- _Aim of the task_: Copy out lines with the word "富山大学" from the material that follows.

- _Data shown_:
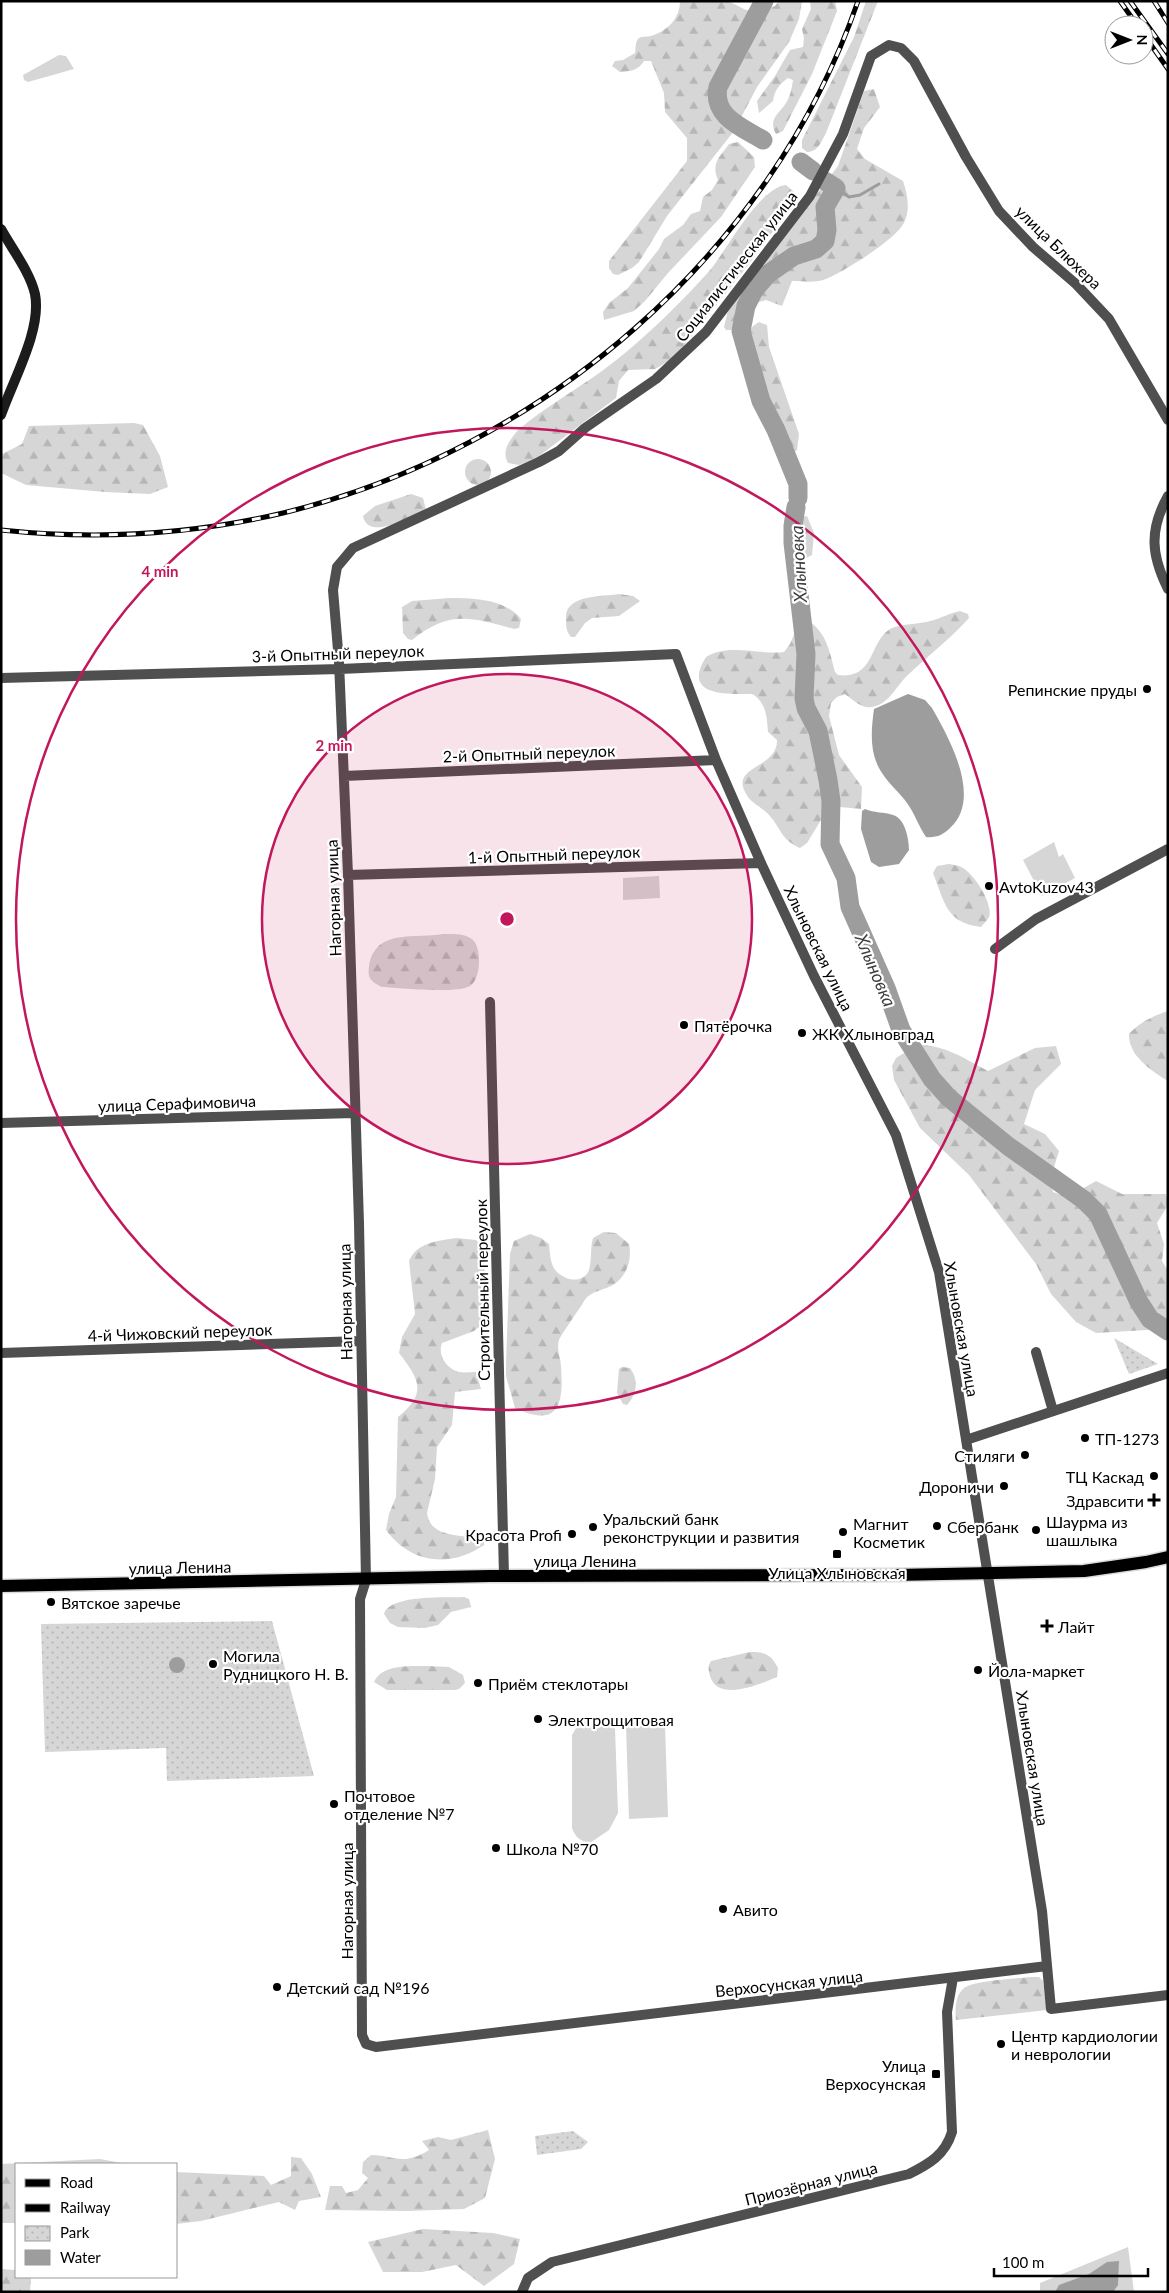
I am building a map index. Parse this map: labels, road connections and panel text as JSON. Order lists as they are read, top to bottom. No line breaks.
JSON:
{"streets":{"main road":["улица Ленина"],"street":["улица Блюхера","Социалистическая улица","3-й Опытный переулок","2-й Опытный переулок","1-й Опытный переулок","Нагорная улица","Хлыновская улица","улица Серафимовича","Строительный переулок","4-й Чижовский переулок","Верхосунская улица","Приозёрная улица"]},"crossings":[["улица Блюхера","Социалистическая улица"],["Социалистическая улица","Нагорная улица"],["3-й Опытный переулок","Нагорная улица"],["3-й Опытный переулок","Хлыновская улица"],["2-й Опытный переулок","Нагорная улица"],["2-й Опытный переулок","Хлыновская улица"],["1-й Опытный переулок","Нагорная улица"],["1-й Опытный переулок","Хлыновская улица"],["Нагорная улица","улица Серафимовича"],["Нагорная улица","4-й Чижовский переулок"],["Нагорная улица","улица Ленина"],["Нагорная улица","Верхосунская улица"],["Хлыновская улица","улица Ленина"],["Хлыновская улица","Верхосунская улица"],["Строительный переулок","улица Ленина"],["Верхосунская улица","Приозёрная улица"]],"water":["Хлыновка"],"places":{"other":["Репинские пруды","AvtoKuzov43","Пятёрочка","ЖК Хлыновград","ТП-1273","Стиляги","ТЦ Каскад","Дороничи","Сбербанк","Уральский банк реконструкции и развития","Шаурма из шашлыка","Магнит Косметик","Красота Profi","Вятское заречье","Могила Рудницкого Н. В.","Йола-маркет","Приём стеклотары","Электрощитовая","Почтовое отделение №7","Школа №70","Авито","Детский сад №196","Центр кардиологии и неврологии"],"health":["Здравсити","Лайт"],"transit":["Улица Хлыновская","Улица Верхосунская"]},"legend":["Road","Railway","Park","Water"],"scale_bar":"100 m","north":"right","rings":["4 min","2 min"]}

--

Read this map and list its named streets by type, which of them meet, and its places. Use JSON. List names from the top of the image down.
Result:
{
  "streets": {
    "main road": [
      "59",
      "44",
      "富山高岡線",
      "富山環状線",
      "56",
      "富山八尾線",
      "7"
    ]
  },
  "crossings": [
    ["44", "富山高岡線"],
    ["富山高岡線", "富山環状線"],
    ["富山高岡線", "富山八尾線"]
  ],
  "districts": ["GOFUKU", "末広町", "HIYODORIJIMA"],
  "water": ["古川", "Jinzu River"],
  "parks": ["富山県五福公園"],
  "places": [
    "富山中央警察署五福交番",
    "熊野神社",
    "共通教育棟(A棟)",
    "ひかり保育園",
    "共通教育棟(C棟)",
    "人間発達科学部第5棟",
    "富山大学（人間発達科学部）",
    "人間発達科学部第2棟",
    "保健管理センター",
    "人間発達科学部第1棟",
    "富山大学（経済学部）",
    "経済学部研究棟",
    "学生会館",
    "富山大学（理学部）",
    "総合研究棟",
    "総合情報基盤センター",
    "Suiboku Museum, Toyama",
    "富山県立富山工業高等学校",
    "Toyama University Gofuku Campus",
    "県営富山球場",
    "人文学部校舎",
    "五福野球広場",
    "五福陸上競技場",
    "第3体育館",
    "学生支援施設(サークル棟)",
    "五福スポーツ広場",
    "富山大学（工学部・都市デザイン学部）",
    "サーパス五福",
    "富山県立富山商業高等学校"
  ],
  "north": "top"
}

- _Exercise solution_:
    "富山大学（人間発達科学部）",
    "富山大学（経済学部）",
    "富山大学（理学部）",
    "富山大学（工学部・都市デザイン学部）",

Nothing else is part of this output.